++++ Study material ++++

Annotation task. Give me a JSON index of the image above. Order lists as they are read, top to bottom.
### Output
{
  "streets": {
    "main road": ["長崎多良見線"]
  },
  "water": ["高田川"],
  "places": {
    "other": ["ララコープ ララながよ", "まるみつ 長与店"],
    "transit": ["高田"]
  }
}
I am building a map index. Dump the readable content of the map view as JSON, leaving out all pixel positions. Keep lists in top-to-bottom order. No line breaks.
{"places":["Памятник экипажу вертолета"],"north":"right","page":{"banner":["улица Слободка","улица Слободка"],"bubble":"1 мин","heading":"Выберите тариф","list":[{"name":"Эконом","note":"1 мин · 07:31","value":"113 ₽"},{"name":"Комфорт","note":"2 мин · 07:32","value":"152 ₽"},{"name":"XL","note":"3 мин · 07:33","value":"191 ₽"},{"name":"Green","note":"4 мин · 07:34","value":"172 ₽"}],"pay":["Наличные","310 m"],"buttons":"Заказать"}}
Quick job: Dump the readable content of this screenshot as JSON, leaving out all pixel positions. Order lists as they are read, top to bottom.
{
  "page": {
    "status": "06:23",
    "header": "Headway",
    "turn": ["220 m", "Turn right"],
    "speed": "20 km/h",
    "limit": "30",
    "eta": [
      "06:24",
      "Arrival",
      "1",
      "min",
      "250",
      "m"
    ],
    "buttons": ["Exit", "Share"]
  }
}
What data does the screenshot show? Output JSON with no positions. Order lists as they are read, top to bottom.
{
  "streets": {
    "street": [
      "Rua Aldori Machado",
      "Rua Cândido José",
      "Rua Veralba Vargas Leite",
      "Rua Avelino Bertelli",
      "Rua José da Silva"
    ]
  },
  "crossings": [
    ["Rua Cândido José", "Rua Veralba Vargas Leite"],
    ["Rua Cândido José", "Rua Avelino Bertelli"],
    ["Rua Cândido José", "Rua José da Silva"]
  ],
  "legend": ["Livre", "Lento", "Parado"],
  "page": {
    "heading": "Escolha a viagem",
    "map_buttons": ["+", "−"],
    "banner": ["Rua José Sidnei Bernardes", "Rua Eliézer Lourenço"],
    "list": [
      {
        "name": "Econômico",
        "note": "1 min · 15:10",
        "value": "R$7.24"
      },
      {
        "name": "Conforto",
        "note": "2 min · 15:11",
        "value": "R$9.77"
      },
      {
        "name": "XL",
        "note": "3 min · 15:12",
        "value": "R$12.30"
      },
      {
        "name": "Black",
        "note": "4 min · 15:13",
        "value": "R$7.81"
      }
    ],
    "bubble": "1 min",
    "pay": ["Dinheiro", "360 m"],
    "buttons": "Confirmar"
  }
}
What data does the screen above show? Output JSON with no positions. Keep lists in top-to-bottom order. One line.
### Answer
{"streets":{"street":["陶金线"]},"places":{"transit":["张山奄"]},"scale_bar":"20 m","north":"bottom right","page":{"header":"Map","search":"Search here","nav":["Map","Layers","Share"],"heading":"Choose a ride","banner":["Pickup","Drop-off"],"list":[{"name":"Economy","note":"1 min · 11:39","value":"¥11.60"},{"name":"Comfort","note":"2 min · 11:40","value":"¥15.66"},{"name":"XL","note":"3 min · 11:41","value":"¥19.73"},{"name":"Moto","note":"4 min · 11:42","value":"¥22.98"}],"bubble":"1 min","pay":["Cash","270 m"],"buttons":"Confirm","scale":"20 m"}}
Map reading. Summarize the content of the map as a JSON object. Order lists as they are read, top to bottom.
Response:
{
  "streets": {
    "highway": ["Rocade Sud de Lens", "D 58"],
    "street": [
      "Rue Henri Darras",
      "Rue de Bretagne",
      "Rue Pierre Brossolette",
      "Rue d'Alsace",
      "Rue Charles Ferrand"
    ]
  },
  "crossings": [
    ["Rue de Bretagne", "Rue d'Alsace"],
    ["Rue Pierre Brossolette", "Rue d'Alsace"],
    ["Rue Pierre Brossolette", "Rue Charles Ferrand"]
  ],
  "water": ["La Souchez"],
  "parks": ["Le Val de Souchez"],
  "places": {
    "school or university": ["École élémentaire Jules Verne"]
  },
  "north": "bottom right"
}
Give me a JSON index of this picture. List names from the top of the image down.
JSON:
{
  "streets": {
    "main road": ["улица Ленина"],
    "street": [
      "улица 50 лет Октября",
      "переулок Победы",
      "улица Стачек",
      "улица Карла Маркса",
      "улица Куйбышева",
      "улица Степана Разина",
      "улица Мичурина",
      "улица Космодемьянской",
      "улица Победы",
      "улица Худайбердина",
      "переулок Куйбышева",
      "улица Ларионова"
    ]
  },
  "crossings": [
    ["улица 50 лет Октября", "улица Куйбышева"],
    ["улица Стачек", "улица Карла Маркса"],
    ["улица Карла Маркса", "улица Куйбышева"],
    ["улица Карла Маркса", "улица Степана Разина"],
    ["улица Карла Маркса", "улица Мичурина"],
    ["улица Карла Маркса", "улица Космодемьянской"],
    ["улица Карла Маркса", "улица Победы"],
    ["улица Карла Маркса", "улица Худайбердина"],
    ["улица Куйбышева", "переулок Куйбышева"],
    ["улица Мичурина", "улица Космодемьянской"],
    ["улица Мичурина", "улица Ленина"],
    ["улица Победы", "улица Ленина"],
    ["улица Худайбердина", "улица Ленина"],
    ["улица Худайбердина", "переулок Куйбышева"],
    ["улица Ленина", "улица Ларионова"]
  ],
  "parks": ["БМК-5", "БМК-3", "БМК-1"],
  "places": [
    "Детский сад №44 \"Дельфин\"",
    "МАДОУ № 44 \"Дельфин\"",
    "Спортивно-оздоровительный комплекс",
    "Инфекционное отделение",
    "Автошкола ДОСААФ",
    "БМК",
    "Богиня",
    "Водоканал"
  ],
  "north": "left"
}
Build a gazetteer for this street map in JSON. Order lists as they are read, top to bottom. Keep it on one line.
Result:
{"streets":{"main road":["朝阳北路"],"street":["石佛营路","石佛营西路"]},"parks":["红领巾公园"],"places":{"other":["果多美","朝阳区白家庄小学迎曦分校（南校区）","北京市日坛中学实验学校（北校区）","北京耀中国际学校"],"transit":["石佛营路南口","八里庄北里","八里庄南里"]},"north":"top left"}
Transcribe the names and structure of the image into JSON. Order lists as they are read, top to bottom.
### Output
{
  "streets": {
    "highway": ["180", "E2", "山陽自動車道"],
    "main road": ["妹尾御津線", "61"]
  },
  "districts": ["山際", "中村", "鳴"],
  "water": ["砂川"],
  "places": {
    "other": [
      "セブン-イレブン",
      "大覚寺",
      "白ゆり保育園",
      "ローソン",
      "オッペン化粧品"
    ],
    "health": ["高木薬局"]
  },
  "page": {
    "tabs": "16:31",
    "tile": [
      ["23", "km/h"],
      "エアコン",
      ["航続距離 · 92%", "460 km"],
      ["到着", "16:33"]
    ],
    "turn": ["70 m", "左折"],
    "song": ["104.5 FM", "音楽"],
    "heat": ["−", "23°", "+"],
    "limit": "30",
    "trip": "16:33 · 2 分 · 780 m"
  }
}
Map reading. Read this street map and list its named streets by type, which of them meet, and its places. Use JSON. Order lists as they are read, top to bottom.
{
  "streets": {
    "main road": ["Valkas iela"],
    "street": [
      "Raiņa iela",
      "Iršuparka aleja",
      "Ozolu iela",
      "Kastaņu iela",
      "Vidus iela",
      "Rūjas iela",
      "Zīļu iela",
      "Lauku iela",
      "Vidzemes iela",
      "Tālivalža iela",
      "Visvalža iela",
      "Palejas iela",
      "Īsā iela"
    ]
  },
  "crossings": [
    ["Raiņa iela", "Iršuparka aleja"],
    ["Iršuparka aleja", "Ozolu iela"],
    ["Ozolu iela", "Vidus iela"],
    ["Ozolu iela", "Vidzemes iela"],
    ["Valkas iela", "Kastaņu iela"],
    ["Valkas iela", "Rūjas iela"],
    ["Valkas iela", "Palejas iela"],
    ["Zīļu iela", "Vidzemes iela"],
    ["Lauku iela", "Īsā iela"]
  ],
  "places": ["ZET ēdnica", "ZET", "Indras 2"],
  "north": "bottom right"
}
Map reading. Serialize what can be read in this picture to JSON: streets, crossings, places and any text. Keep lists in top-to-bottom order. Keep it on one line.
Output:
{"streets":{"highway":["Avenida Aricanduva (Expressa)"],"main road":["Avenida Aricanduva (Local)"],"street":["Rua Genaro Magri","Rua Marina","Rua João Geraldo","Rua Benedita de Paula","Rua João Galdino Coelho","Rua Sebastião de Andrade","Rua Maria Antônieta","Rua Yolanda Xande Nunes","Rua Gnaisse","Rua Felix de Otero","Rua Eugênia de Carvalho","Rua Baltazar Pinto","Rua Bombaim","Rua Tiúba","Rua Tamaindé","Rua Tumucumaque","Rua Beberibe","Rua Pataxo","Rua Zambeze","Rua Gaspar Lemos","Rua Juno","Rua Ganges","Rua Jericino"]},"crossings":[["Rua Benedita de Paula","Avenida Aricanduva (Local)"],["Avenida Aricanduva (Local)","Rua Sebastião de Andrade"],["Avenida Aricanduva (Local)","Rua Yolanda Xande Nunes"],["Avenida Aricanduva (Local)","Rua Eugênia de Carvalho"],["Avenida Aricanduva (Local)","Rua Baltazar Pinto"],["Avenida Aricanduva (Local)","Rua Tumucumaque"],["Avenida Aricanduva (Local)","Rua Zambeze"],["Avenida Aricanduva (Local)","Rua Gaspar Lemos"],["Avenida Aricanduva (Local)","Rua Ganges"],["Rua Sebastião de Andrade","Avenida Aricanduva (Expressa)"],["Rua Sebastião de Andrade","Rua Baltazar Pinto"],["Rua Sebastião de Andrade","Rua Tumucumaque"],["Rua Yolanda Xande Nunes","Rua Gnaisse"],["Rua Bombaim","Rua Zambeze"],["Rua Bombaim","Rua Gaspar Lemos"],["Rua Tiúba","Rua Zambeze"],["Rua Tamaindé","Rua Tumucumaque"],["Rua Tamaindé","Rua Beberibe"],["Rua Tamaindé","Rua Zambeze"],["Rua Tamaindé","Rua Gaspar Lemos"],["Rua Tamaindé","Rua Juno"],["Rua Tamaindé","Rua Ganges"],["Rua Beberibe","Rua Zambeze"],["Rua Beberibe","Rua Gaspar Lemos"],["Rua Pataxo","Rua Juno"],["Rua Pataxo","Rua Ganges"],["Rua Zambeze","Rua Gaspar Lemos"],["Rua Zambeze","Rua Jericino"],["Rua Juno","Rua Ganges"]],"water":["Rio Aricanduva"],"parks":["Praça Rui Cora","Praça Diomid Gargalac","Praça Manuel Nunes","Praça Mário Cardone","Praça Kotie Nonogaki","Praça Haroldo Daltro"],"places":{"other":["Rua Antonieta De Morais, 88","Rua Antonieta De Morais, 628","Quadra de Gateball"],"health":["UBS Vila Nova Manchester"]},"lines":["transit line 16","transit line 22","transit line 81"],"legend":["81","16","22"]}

++++

Action item —
Go through the material above and return each line that holds the word "Куйбышева".

Answer space —
      "улица Куйбышева",
      "переулок Куйбышева",
    ["улица 50 лет Октября", "улица Куйбышева"],
    ["улица Карла Маркса", "улица Куйбышева"],
    ["улица Куйбышева", "переулок Куйбышева"],
    ["улица Худайбердина", "переулок Куйбышева"],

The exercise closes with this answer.